■ **Description of the task**:
Output the whole listing exactly, with no pictures.

■ **Information shown**:
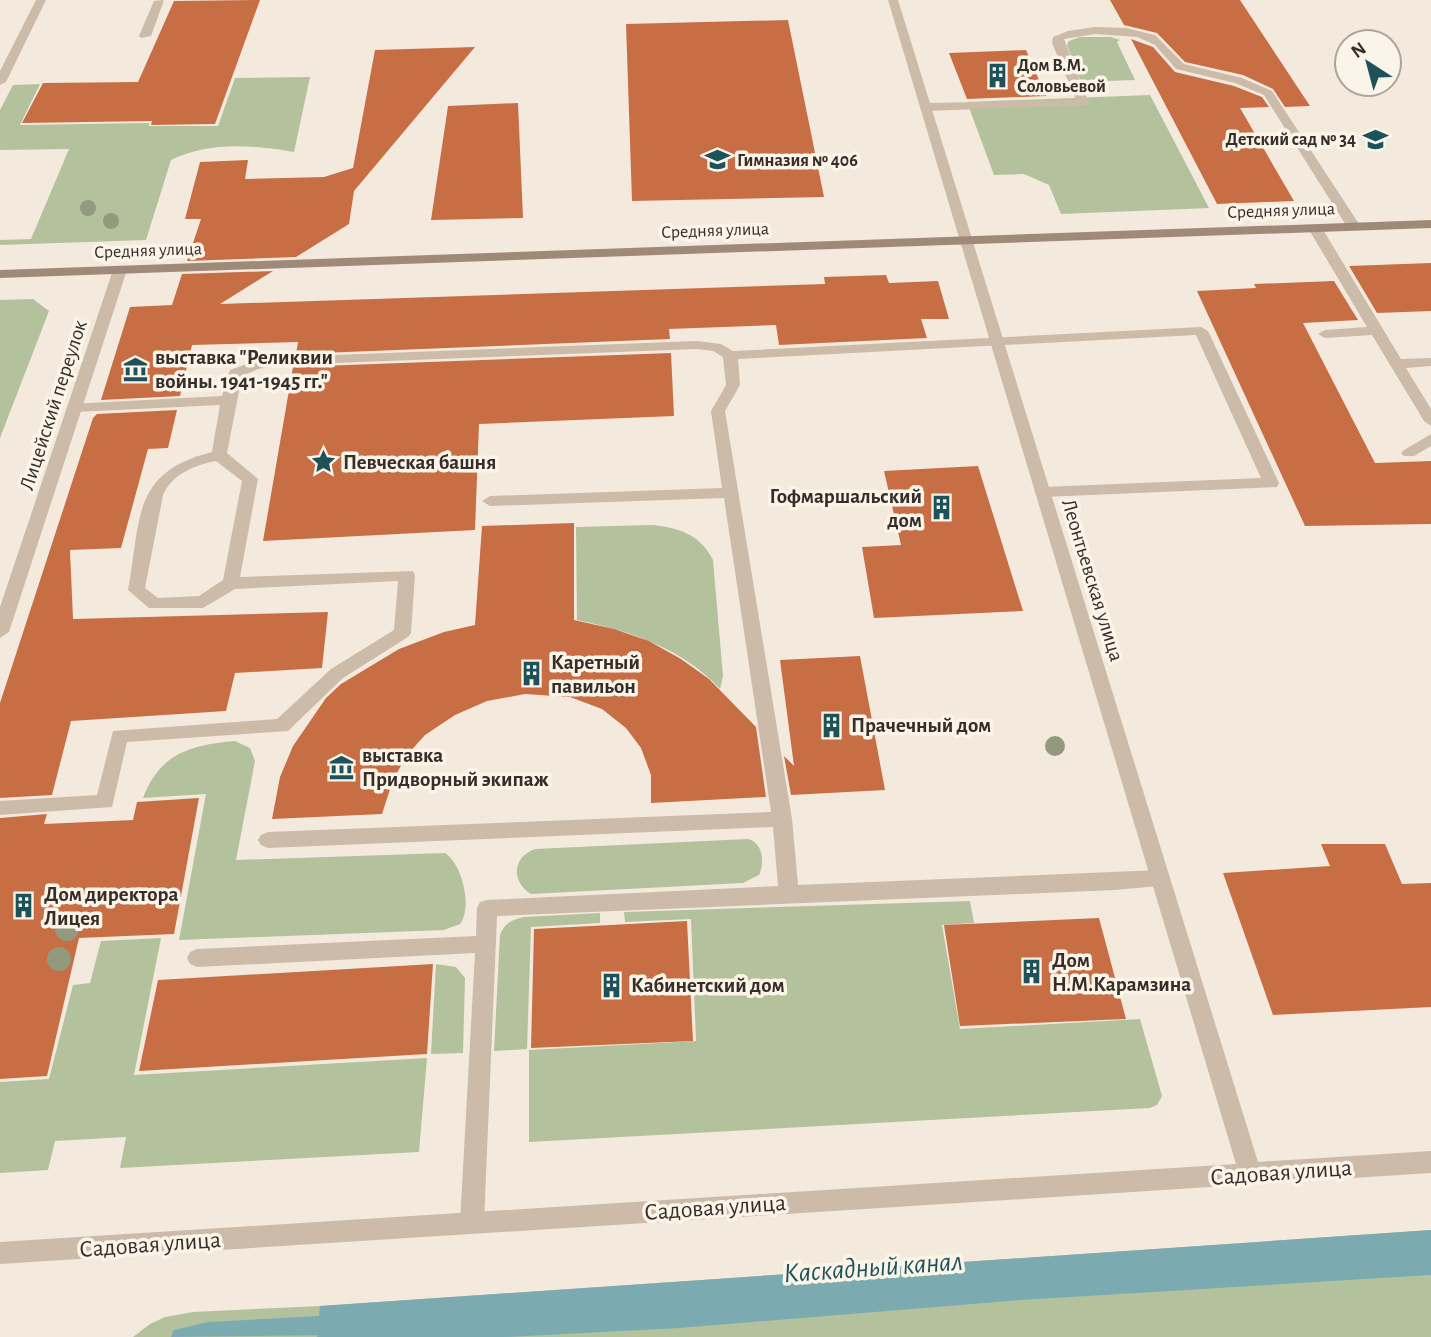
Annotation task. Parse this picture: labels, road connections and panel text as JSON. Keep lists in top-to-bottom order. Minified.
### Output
{"streets":{"main road":["Средняя улица"],"street":["Лицейский переулок","Леонтьевская улица","Садовая улица"]},"crossings":[["Средняя улица","Лицейский переулок"],["Средняя улица","Леонтьевская улица"],["Леонтьевская улица","Садовая улица"]],"water":["Каскадный канал"],"places":{"building":["Дом В.М. Соловьевой","Гофмаршальский дом","Каретный павильон","Прачечный дом","Дом директора Лицея","Дом Н.М.Карамзина","Кабинетский дом"],"school or university":["Детский сад № 34","Гимназия № 406"],"museum":["выставка \"Реликвии войны. 1941-1945 гг.\"","выставка Придворный экипаж"],"place":["Певческая башня"]},"north":"top left"}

■ **Finished task**:
Annotation task. Parse this picture: labels, road connections and panel text as JSON. Keep lists in top-to-bottom order. Minified.
### Output
{"streets":{"main road":["Средняя улица"],"street":["Лицейский переулок","Леонтьевская улица","Садовая улица"]},"crossings":[["Средняя улица","Лицейский переулок"],["Средняя улица","Леонтьевская улица"],["Леонтьевская улица","Садовая улица"]],"water":["Каскадный канал"],"places":{"building":["Дом В.М. Соловьевой","Гофмаршальский дом","Каретный павильон","Прачечный дом","Дом директора Лицея","Дом Н.М.Карамзина","Кабинетский дом"],"school or university":["Детский сад № 34","Гимназия № 406"],"museum":["выставка \"Реликвии войны. 1941-1945 гг.\"","выставка Придворный экипаж"],"place":["Певческая башня"]},"north":"top left"}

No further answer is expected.